23 Aralık 2013 Pazartesi

Ebu Zer şöyle der :


“Evinde  ekmek bulamayanın toplumdan zorla almaya kalkışmayışına şaşarım.”(81)

       Ben bu sözü –kimin söylediğini belirtmeksizin- Batı’da naklettiğimde, bazıları bunun Proudhon’un sözü olduğunu sandılar. “Bu ağırlıkta ve kesinlikte bir söz Proudhon’un ne haddine ?” diyordum. Bazıları da “Dostoyevski söylemiştir” diyorlardı. Dostoyevski, “Bir yerde bir adam öldürülmüşse, suça katılmayanların da eline kan bulaşmıştır” der. Bu da bir bakıma doğrudur. Fakat Ebu Zer’in ne dediğine dikkat edin! Ebu Zer’in bu sözü, bir dinin sözüdür, din adına konuştuğunu iddia eden bir din adamının değil! Fransız İhtilâli’nden sonra söylenmiş, çeşitli etkilerin ürünü bir söz de değildir. Fransız İhtilali’ndan çok önce , Gıfar Kasulluğu doğuran, yoksulluğun doğmasına sebep olan kişilere karşı ayaklanılması değil, toplumdan hakkını zorla alması vurgulanıyor. Niçin topluma, herkese karşı? Çünkü herkes bu toplumda yaşayan herkes, benim yoksul ve aç olmam dolayısı ile sorumludur… Sömürücünün eylemine katılmış demektir…
        Bu Sözün temsil ettiği dini, insanlığa ve halka karşı bu açıdan bakan bir dini, tarih boyunca yoksulluğu statüko haline getirmeye ve korumaya çalışan din ile aynı saymak ve aynı yargıyı vermek; insafsızlık, cehl-I mutlak, hem gülünecek, hem de ağlanacak bir durum değil midir?
                                                                                                                                                                  Selâm

(81) Merhum Şeriatî’nin; gençliğinden beri özel bir ilgi duyduğu Ebu Zerr-I Gıfârî (Cündeb ibn Cünâde); İslâm’dan önce de muvahhid olan Haniflerden idi. Müslümanlığı ilk kabul edenlerin dördüncüsüdür. Resûl-I Ekrem (s.a) ve Hz. Ali tarafından çok sevilmiş ve  övülmüştür.
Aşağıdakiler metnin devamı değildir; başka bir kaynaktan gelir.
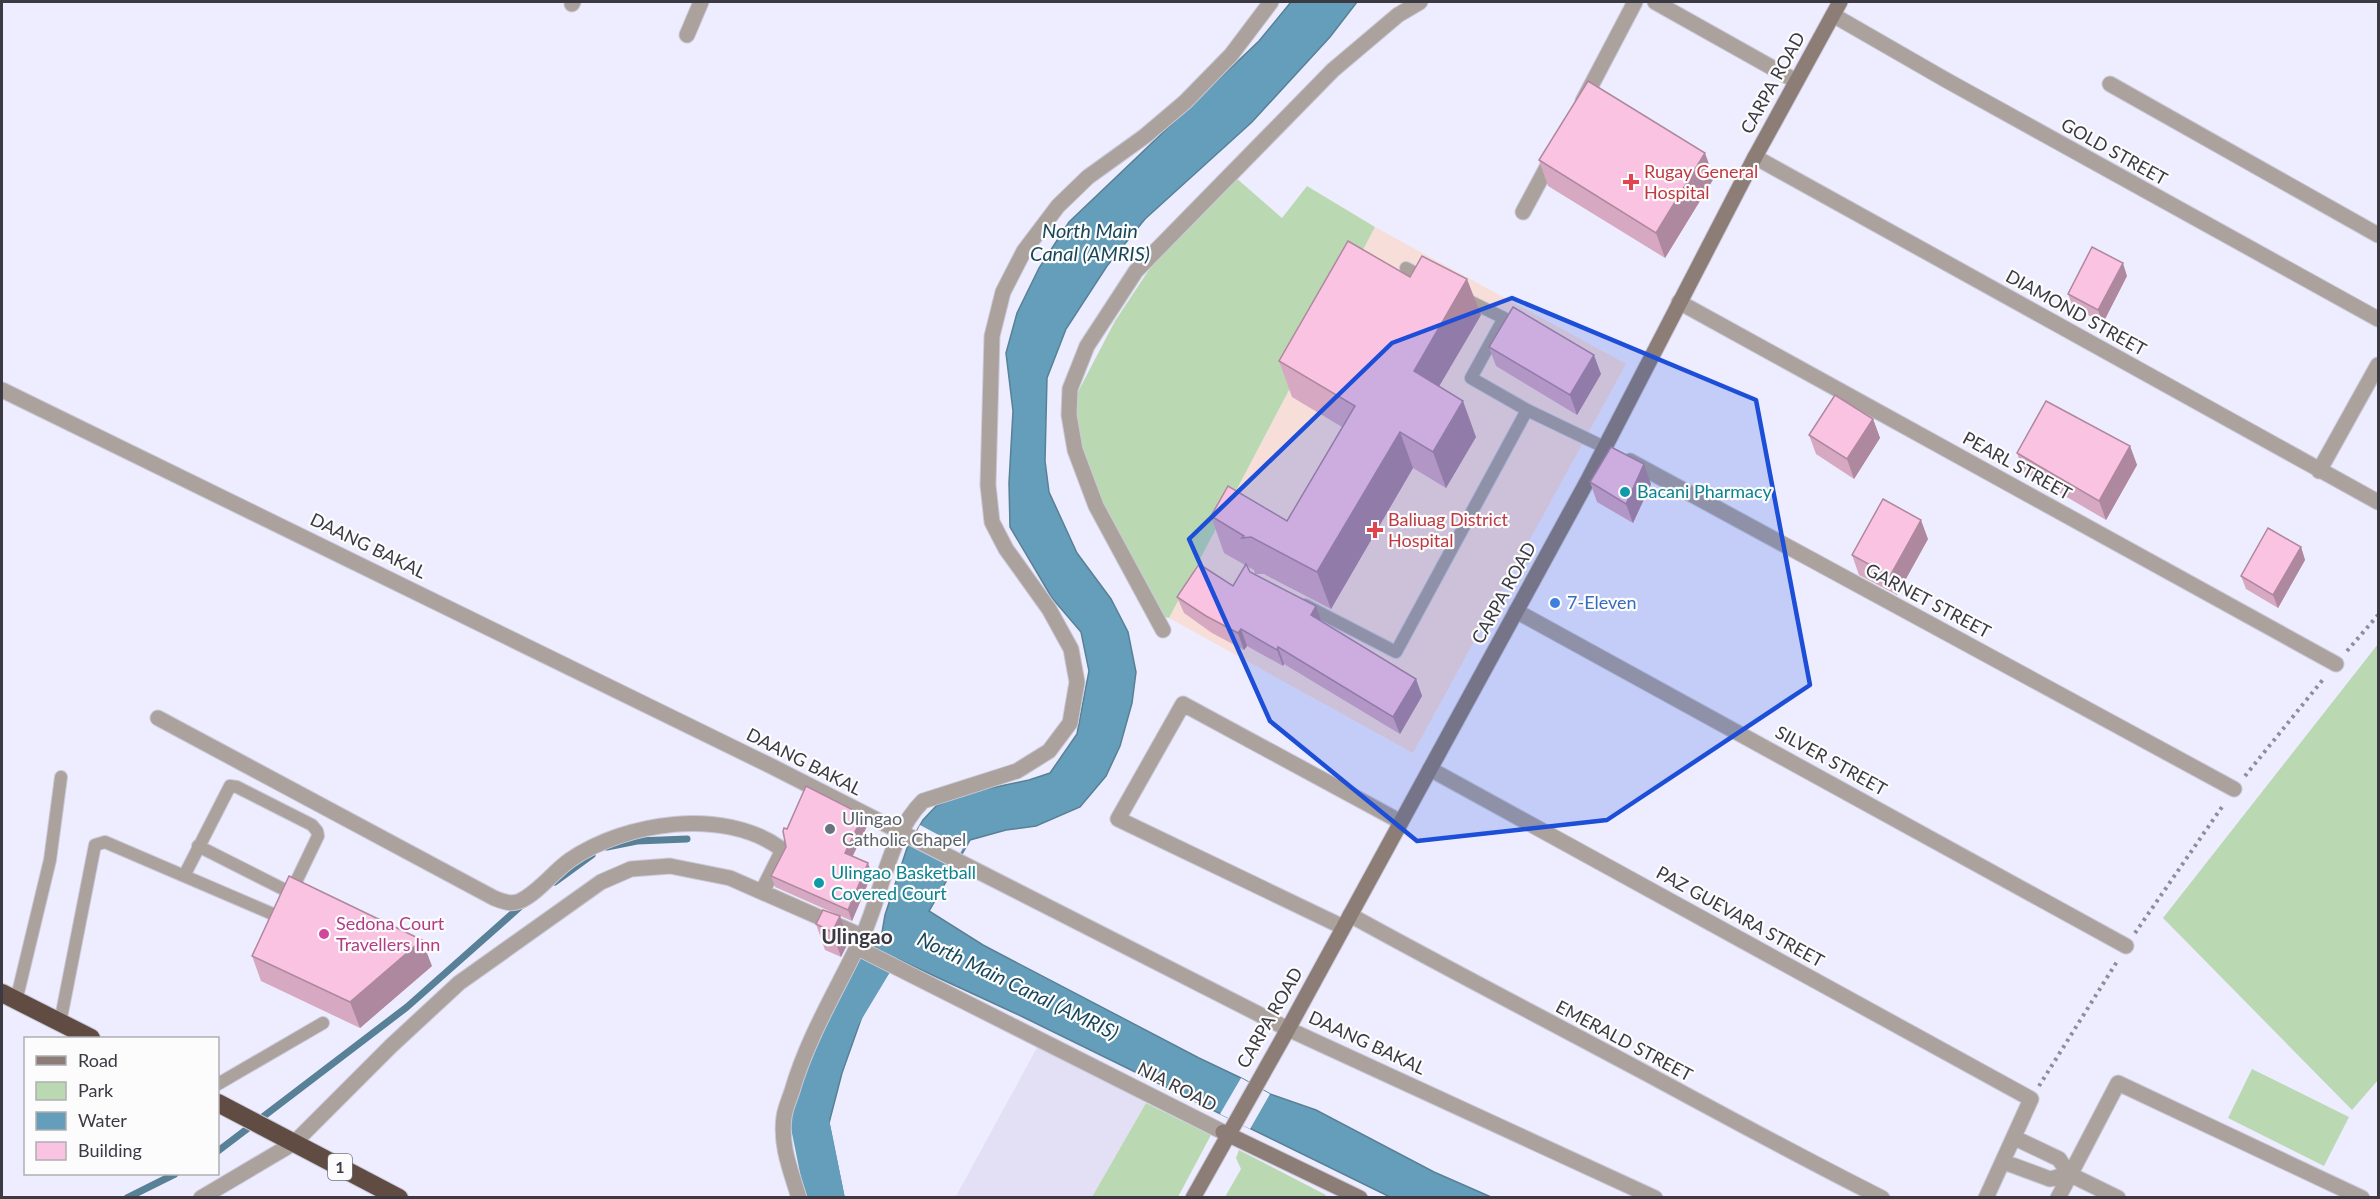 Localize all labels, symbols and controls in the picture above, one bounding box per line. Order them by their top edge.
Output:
street label: CARPA ROAD [1735,28,1809,137]
street label: GOLD STREET [2057,113,2172,190]
place label: Rugay General Hospital [1644,160,1758,203]
marker: Rugay General Hospital [1622,173,1640,191]
water label: North Main Canal (AMRIS) [1030,218,1150,265]
street label: DIAMOND STREET [2002,264,2151,360]
street label: PEARL STREET [1959,426,2076,504]
place label: Bacani Pharmacy [1637,480,1773,502]
marker: Bacani Pharmacy [1618,485,1632,499]
street label: DAANG BAKAL [307,508,430,583]
place label: Baliuag District Hospital [1388,508,1508,551]
marker: Baliuag District Hospital [1366,521,1384,539]
street label: CARPA ROAD [1466,538,1540,647]
street label: GARNET STREET [1862,558,1995,642]
place label: 7-Eleven [1567,591,1637,613]
marker: 7-Eleven [1548,596,1562,610]
street label: SILVER STREET [1772,720,1891,800]
street label: DAANG BAKAL [743,723,866,800]
place label: Ulingao Catholic Chapel [842,807,966,850]
marker: Ulingao Catholic Chapel [823,822,837,836]
place label: Ulingao Basketball Covered Court [831,861,976,904]
street label: PAZ GUEVARA STREET [1653,861,1828,972]
marker: Ulingao Basketball Covered Court [812,876,826,890]
place label: Sedona Court Travellers Inn [336,912,445,955]
district label: Ulingao [821,923,893,948]
water label: North Main Canal (AMRIS) [914,926,1123,1044]
marker: Sedona Court Travellers Inn [317,927,331,941]
street label: CARPA ROAD [1231,963,1307,1072]
street label: EMERALD STREET [1552,995,1697,1086]
street label: DAANG BAKAL [1306,1005,1429,1079]
legend [24,1037,219,1175]
text: Road [78,1049,118,1071]
street label: NIA ROAD [1134,1057,1221,1115]
text: Park [78,1079,114,1101]
text: Water [78,1109,127,1131]
text: Building [78,1139,142,1161]
road number: 1 [328,1154,352,1180]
Muaviye’nin Şam valiliği sırasındaki yolsuzluklarına karşı çıkması dolayısı ile Medine’ye getirilmiş ve oradan da yaşama şartları ağır olan bir yere sürülmüş, Hicret’in 32.yılında orada vefat etmiştir (Gölpınarlı, Nebcu’l-Belağa çevirisi, s. 183-184). Dr. Şeriatî henüz 20 yaşında iken Ebu Zerr’in hayatı hakkında Arabça bir kitabı Farsça’ya çevirmiştir (bu konuda bkz. –(bu Kitab’ın Sunuşu’nda da anılan)- Ali Şeriatî Üzerine Bir Oturum, s. 12). Metin-de Ebu Zerr’den nakledilen söz şiddetli bir söz olduğundan, hafifçe yumuşatılmıştır. “Evinde azık bulamayan kişi nasıl olur da topluma kılıç çekerek karşı çıkmaazi şaşarım” mealindedir.